Ce magistrat a rendu compte des plaidoiries dans le délibéré de la Cour, composée de :
Madame Dominique DOS REIS, Président
Madame Denise JAFFUEL, Conseiller
Madame Claudine ROYER, Conseiller
qui en ont délibéré
Greffier lors des débats : Madame Emilie POMPON
ARRÊT :
— contradictoire
— par mise à disposition de l’arrêt au greffe de la Cour, les parties en ayant été préalablement avisées dans les conditions prévues au deuxième alinéa de l’article 450 du code de procédure civile.

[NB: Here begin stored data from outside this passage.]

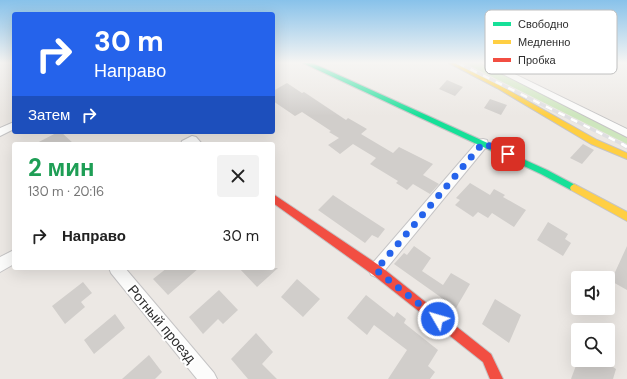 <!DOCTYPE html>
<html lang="ru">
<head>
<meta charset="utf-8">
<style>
  body { margin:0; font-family:"DM Sans",sans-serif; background:#f2f2f2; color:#222; height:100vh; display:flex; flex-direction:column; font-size:15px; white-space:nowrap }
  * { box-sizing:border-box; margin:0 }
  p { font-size:13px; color:#767676 }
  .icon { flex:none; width:22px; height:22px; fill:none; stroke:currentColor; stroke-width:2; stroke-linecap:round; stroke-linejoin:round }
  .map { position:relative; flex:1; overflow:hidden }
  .drawer { position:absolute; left:12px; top:142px; width:263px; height:128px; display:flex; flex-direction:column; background:#fff; border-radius:4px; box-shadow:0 4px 16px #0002 }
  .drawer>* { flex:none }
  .top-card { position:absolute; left:12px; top:12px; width:263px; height:122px; border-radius:4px; box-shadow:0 4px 16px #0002; background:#2563eb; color:#fff; overflow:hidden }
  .fabs { position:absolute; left:571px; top:271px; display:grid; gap:8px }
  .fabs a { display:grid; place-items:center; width:44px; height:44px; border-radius:4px; background:#fff; box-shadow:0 4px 16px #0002; font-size:20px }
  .pin { position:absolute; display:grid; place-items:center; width:34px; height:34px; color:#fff; margin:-17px; border-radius:8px; box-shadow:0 2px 6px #0006 }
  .me { position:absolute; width:44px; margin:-22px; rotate:308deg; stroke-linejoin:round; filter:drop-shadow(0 0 3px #0008) }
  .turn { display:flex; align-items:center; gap:14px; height:84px; padding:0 16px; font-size:18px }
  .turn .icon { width:52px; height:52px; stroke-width:2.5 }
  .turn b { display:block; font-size:28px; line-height:34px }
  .then { display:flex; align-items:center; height:38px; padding:0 16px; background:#0003; gap:8px; font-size:15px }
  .round { display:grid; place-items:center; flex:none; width:42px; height:42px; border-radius:4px; background:#f2f2f2 }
  .head { display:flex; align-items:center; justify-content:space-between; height:68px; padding:0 16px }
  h1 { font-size:24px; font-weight:700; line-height:30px; color:#1e9e55 }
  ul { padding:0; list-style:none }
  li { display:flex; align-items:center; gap:12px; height:52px; padding:0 16px }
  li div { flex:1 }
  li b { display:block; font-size:15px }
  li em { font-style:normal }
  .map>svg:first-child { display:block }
  .green { fill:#cee6be }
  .building { fill:#d1cecb }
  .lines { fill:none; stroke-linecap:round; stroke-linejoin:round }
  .street-casing { stroke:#c5c4c5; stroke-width:2 }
  .fast-casing { stroke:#c5c4c5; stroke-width:2 }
  .slow-casing { stroke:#c5c4c5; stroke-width:2 }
  .jam-casing { stroke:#c5c4c5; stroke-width:2 }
  .street { fill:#fcfcfb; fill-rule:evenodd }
  .fast { fill:#16e098; fill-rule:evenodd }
  .slow { fill:#ffcf43; fill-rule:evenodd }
  .jam { fill:#f24e42; fill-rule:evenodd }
  .rail-far1-casing { stroke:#dfdfe1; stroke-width:3.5 }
  .rail-casing { stroke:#dfdfe1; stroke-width:4.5 }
  .rail-far1 { stroke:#fff; stroke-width:2.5; stroke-dasharray:7; stroke-linecap:butt }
  .rail { stroke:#fff; stroke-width:3; stroke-dasharray:9; stroke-linecap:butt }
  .route { stroke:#2563eb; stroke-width:7; stroke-dasharray:0 12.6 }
  .labels { text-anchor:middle; stroke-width:4; stroke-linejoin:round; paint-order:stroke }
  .near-street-label { font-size:14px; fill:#2e2e2e; stroke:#fff }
  .key { fill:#fff; stroke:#c0c0c0; stroke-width:1 }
  .key-label { font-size:11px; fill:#2e2e2e }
</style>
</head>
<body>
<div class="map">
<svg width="627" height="379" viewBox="0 0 627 379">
  <rect width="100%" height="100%" fill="#ece8e4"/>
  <path class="green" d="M 464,63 L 480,63 L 627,134 L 627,144 Z"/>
  <path class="building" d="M 447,80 L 463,87 L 455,96 L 439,89 Z
    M 287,83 L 302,93 L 304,92 L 346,120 L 348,118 L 367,129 L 361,134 L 393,153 L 399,147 L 433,164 L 423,175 L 439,184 L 430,194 L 413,184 L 407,190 L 396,183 L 398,181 L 370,164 L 376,158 L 353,144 L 340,154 L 328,145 L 339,138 L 329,132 L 331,131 L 302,112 L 295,116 L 273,101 L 273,91 Z
    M 490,99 L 507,105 L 501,115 L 484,108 Z
    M 58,132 L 61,132 L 74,144 L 35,144 Z
    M 583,144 L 594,150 L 582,164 L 570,158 Z
    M 470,183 L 490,195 L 494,189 L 505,195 L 503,197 L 526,210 L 514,227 L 492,213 L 488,218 L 478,212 L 473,217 L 455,205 L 460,200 L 456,198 Z
    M 333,195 L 348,205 L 385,229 L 378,238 L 372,235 L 365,243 L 318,210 Z
    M 548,222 L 568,234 L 565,239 L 571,243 L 563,256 L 537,240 Z
    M 414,246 L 431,258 L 422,271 L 443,285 L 451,273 L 470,284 L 456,308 L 394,264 L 404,253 L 407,255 Z
    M 627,246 L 627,290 L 611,281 Z
    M 167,268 L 199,268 L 168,295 L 153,279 Z
    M 239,268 L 278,268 L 257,287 Z
    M 297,279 L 320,299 L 303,317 L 281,297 Z
    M 83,282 L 92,293 L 81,302 L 85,307 L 65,324 L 52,306 Z
    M 219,290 L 238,310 L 223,324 L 218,319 L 203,334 L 189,317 Z
    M 366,295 L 394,317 L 397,312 L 406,319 L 404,323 L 438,350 L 428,366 L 435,372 L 430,379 L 388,379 L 407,350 L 374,325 L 367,335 L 347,318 Z
    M 495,299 L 521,315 L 509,343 L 482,324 Z
    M 115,314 L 125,328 L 94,354 L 84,340 Z
    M 256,333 L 273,352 L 262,364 L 277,379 L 248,379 L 231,359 Z
    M 149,355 L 162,372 L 155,379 L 122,379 Z
    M 578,360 L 603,360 L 616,369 L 613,379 L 571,379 Z"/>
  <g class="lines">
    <g class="street-casing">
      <path id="street" d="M 481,63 L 492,63 L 627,129 L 627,137 Z
        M 14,122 L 14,129 L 0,136 L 0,128 Z
        M 192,136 L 196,137 L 202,144 L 181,144 L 182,141 Z
        M 483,139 L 487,140 L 488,143 L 487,146 L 381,275 L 376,277 L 371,275 L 369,270 L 371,265 L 479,140 Z
        M 14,250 L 14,264 L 0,272 L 0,257 Z
        M 109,268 L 125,268 L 214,373 L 217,379 L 197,379 L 111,273 Z"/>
    </g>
    <g class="fast-casing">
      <path id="fast" d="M 303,63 L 312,63 L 547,170 L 577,186 L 578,188 L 577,190 L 571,190 L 541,174 Z"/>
    </g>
    <g class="slow-casing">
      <path id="slow" d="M 449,63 L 458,63 L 501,86 L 597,140 L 627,153 L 627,159 L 591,144 L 497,88 Z
        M 574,184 L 627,212 L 627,221 L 571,190 L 570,188 L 571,186 Z"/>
    </g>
    <g class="jam-casing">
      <path id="jam" d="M 273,194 L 380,266 L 491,354 L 503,379 L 490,379 L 483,362 L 372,274 L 273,203 Z"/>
    </g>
    <use href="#street" class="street"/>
    <use href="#fast" class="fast"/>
    <use href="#slow" class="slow"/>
    <use href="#jam" class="jam"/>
    <g class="rail-far1-casing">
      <path id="rail-far1" d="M 458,63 L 624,145"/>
    </g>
    <g class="rail-casing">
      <path id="rail" d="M 622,144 L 627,147"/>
    </g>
    <use href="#rail-far1" class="rail-far1"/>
    <use href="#rail" class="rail"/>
  </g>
  <linearGradient id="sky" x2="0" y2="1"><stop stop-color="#88c2ea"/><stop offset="0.54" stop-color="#f6f5f3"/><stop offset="1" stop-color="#f6f5f3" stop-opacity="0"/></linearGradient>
  <rect width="627" height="116" fill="url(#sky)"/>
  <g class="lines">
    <path class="route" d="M 438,319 L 376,270 L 483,143 L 508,154"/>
  </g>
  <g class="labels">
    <g class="near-street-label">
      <text transform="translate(162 324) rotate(50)" y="5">Ротный проезд</text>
    </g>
  </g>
  <rect x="485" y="10" width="132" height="64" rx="6" class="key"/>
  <rect x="493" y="22" width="18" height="4" fill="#16e098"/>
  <rect x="493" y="40" width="18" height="4" fill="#ffcf43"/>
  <rect x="493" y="58" width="18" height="4" fill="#f24e42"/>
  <g class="key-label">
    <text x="518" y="28">Свободно</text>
    <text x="518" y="46">Медленно</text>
    <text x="518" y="64">Пробка</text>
  </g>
</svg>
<div class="fabs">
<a><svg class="icon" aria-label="sound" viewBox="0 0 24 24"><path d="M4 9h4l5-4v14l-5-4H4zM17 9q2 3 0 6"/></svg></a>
<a><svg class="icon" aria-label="search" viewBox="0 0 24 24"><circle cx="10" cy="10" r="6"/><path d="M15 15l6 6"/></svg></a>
</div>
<div class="pin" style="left:508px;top:154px;background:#d93025"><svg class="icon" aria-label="arrive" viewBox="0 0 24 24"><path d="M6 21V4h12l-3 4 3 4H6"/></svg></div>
<svg class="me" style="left:438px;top:319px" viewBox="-20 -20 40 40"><circle r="17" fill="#2563eb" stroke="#fff" stroke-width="3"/><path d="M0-11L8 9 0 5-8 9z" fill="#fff"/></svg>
<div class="top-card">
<div class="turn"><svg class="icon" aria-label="right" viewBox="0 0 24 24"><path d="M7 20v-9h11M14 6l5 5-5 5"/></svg><div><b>30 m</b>Направо</div></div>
<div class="then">Затем<svg class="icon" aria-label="right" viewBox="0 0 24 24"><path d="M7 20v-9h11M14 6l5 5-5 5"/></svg></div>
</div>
<section class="drawer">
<div class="head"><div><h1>2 мин</h1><p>130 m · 20:16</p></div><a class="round"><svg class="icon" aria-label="close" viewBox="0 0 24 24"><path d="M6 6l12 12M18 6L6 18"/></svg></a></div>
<ul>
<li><svg class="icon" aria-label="right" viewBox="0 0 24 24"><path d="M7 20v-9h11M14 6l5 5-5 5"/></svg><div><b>Направо</b></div><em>30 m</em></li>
</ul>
</section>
</div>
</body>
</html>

— signé par Madame Dominique DOS REIS, Président, et par Madame Emilie POMPON, Greffier présent lors du prononcé et auquel la minute a été remise par le magistrat signataire.
***
Monsieur et Madame Michael et Faouzia LANE ont acquis le 1er août 1986 un appartement dans l’immeuble sis 10 rue B-C D à XXX, ainsi qu’une cave n°9 constituant respectivement les lots n°43 et 59 de la copropriété.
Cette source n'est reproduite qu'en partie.